ABD-Tâlibân müzakereleri birkaç boyutta yürümüş 11 Eylül'e kadar... Laila Helms'in katıldığı ve petrol boru hatlarının konuşulduğu kalabalık müzakere bir yanda, bir yanda da ABD'nin Orta Asya sorumluluğunu verdiği Christina Rocca'nın Tâlibân'ın İslamabad büyükelçisi Zaif ile pazarlığı... Bir de, BM genel sekreteri Kofi Annan'ın özel temsilcisi Francesc Vendrell başkanlığında, Afganistan'a komşu altı ülke ile ABD ve Rusya'nın Afganistan temsilcileriyle aynı masayı paylaştığı '6+2' toplantıları...

2001 Ağustos ayındaki müzakereler sırasında, bir Amerikalı, Tâlibân temsilcilerine, "Ya bizim üzerine altın serili halı teklifimizi kabul edersiniz, ya da bizi sizi bombalı halının altına gömeriz" tehdidini savurmuş... 9 Ekim 2001 tarihinde başlayan savaş 'bombalı halı' ile neyin kast edildiğini bütün dünyaya gösterdi. Şaron da, 'bombalı halı' tekniğini Filistinliler üzerinde uyguluyor...

Tâlibân'ın kabul etmesi istenen teklifin ne olduğunu merak ediyor musunuz? Bugün ülkemize gelen UNOCAL petrol firmasının eski danışmanı Karzai başkanlığındaki hükümete benzer bir 'milli birlik hükümeti' oluşmasına rıza göstermek...

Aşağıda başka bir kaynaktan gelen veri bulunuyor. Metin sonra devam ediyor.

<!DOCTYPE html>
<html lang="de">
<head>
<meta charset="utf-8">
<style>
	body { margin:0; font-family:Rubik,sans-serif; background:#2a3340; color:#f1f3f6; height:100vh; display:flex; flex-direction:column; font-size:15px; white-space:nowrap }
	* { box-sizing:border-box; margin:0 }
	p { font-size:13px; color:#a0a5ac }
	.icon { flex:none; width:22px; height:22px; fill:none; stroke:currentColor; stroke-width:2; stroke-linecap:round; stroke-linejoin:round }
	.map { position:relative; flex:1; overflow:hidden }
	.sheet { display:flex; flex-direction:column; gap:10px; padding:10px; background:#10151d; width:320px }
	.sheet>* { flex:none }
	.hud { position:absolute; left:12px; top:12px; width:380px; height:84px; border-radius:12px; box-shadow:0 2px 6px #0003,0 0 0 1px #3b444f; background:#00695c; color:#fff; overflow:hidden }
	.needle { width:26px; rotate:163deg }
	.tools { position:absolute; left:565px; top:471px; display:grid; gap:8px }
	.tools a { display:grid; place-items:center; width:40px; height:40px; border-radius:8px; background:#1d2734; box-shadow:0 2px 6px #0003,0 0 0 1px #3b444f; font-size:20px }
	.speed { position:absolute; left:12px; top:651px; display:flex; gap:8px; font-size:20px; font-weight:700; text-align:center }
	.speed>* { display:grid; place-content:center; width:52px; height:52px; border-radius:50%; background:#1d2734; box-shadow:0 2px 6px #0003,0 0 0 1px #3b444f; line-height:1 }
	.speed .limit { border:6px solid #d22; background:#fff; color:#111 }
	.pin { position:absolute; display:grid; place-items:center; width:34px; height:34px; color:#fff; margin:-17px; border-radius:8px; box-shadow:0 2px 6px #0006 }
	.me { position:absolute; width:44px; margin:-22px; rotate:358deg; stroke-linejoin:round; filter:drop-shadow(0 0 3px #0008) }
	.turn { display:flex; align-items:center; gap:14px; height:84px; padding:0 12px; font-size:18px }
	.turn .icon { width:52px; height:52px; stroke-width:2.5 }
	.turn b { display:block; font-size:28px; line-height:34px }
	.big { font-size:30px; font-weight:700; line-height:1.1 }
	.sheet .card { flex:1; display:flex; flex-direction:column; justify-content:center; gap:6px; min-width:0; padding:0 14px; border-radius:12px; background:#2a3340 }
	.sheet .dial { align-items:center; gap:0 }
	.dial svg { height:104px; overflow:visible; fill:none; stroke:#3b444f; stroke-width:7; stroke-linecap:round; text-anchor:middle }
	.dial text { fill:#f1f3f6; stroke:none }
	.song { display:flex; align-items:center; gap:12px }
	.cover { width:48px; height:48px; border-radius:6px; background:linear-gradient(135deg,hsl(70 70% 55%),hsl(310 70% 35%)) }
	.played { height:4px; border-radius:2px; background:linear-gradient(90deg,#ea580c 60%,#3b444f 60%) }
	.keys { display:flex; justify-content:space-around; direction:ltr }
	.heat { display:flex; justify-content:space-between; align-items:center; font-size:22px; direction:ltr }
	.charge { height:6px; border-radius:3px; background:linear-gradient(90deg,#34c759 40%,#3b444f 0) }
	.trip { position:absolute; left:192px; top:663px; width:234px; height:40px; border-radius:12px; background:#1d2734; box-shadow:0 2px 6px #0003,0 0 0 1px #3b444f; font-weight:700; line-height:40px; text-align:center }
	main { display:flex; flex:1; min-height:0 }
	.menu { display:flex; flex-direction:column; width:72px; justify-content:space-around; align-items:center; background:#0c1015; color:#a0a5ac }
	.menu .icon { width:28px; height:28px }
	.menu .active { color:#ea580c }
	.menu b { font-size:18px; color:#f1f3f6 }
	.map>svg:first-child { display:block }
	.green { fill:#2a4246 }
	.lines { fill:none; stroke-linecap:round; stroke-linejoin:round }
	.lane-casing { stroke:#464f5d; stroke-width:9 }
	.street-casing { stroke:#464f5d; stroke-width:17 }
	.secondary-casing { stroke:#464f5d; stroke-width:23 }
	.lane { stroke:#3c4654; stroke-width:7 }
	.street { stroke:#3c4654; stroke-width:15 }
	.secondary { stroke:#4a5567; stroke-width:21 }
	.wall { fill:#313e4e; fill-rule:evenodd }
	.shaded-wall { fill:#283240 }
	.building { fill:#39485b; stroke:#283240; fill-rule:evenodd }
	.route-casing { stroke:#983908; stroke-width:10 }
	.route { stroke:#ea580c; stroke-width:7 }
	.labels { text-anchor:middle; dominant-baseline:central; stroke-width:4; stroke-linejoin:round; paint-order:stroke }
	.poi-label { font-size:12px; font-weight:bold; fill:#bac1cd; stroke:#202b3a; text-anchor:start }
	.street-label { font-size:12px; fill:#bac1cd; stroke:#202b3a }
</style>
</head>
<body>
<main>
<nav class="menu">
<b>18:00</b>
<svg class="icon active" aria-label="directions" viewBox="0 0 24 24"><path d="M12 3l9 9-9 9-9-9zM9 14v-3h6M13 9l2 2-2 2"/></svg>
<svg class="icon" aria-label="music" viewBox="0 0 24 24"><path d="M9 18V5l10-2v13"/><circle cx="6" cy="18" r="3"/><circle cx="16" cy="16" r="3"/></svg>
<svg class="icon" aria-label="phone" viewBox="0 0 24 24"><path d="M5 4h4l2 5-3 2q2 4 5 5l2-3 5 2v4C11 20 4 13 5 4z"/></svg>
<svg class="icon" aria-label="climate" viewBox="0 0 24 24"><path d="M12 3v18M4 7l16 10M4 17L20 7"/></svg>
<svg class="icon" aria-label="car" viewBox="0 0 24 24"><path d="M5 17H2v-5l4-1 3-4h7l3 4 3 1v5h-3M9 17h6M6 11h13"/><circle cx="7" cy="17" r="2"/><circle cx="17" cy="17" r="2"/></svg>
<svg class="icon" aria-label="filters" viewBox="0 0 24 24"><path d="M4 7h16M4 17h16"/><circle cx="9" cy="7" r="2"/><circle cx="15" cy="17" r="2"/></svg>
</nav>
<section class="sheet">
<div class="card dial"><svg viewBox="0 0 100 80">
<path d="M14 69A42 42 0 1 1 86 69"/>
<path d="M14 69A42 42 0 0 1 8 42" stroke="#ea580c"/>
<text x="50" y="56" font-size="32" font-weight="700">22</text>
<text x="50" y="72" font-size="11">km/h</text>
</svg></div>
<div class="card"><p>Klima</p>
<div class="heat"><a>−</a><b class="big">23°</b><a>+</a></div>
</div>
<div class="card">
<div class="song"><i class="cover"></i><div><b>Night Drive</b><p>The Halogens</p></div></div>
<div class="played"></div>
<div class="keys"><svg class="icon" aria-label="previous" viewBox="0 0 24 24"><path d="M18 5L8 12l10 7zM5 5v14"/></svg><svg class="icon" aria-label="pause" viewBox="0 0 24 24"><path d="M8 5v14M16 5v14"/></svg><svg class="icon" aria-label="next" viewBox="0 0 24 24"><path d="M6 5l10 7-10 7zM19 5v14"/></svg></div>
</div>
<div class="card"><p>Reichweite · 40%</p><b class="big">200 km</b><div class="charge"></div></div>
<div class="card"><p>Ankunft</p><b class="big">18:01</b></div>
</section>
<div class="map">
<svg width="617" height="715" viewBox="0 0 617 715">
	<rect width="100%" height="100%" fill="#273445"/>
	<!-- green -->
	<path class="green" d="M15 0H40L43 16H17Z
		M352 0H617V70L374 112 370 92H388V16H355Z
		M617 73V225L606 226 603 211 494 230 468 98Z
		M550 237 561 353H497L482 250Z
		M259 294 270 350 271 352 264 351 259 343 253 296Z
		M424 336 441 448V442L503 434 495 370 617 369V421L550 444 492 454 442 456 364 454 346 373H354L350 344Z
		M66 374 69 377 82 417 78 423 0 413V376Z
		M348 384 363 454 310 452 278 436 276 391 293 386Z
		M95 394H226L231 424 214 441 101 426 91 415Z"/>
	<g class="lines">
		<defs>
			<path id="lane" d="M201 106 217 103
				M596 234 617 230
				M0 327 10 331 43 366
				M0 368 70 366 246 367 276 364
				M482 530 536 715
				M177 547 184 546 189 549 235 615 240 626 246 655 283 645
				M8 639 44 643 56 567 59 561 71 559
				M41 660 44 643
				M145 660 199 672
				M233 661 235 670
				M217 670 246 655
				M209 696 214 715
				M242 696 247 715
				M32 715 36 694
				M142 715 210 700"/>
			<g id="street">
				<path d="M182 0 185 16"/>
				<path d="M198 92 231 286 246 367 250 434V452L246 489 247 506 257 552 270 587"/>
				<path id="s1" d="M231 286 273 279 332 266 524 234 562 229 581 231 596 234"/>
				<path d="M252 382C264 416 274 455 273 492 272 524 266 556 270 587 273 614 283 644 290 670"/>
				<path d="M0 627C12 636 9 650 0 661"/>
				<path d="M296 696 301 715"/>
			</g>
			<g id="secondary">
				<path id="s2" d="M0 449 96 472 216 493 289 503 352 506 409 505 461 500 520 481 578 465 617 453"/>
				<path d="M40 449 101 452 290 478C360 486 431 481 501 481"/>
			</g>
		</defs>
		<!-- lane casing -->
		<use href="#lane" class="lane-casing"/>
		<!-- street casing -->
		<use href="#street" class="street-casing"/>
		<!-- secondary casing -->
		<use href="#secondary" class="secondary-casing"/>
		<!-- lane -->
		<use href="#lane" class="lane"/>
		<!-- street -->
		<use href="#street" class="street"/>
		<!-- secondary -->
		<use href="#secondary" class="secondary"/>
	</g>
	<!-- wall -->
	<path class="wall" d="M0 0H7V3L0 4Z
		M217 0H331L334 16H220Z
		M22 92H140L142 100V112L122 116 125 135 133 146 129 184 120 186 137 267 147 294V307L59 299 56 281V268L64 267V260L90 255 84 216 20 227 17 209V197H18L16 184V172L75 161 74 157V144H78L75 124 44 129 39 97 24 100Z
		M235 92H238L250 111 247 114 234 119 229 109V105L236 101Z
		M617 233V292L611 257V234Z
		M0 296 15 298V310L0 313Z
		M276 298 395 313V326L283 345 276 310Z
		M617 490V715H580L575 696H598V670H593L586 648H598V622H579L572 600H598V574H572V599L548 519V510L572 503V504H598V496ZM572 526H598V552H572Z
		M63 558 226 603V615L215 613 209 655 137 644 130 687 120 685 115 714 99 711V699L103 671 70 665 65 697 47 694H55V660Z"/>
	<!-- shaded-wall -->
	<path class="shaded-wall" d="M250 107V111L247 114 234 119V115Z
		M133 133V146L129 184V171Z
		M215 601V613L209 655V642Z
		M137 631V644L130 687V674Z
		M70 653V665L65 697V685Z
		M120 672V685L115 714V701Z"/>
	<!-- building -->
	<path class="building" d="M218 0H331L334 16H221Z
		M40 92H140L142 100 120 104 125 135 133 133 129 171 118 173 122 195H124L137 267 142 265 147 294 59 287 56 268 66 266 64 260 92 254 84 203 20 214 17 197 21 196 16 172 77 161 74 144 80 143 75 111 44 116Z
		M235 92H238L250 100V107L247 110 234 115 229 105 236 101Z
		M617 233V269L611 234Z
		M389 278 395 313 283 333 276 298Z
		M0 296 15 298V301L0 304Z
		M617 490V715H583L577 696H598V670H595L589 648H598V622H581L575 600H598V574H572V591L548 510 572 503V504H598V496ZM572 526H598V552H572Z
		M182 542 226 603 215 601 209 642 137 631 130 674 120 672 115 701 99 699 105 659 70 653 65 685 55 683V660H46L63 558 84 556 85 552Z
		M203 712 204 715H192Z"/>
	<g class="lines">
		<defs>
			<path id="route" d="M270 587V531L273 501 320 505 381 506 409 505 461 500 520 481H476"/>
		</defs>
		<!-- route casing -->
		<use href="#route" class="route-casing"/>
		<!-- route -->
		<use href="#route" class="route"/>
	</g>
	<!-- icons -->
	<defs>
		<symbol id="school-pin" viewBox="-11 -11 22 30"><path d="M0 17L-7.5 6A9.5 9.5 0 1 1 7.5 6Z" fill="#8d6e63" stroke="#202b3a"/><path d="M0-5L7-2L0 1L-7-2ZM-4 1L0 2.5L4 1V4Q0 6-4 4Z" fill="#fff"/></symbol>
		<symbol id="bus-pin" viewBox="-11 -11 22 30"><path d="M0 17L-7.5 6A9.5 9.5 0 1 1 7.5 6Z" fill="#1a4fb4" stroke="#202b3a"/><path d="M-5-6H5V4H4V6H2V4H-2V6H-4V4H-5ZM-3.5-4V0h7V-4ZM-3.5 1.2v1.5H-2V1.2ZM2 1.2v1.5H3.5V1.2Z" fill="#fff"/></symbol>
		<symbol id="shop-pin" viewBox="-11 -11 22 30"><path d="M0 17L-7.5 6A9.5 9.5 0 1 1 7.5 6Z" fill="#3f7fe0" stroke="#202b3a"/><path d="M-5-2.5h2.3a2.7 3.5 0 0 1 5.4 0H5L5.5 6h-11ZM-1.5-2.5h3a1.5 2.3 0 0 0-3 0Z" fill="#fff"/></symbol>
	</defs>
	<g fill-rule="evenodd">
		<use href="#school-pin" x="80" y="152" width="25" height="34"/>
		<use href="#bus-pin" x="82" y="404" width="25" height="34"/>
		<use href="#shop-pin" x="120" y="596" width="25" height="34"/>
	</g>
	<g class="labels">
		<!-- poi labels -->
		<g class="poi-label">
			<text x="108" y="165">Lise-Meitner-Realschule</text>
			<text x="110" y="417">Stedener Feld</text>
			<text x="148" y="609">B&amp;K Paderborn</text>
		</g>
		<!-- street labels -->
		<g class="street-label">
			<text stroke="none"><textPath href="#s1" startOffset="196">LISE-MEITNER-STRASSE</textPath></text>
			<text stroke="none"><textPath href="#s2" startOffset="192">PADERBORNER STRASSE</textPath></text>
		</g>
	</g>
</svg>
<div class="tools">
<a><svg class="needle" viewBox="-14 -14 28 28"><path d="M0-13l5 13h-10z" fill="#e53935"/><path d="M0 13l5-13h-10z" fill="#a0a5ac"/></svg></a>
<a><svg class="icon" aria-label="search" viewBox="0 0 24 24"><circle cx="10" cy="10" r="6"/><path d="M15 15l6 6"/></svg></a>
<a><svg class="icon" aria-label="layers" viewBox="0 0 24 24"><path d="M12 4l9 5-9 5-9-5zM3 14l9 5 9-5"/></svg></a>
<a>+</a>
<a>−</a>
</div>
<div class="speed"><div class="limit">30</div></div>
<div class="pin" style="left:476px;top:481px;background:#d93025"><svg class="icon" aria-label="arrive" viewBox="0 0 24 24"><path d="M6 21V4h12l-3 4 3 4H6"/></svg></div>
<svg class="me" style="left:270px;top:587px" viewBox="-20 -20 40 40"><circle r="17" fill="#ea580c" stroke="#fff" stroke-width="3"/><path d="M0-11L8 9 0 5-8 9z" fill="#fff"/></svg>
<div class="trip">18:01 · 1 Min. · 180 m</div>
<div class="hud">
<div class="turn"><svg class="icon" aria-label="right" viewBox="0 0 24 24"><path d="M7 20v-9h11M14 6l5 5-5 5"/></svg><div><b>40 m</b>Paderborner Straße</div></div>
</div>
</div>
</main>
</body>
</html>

CNN'de konuyu ele alan ABD'nin eski Irak denetçisi Richard Butler'ın, "Doğru olabilir ve eğer doğruysa vahim sonuçlar çıkarmamız gerekir" dediği bir iddiaları daha var kitabın yazarlarının: FBI'ın Tâlibân'la ilgili konularda uzman olan bir mensubu, John O'Neill, Bin Laden'in Tâlibân'dan teslim alınması fırsatının kaçırılmasını protestoyla FBI'yı terk edip Dünya Ticaret Merkezi'nin güvenlik sorumlusu oldu. O'Neill, 11 Eylül uğursuz eylemlerinde hayatını kaybedenler arasında...

Petrol... Uyuşturucu... Altınlı veya bombalı halılar... Terör eliyle hayatını kaybeden isyancı FBI mensupları... Nasıl bir dünya bu!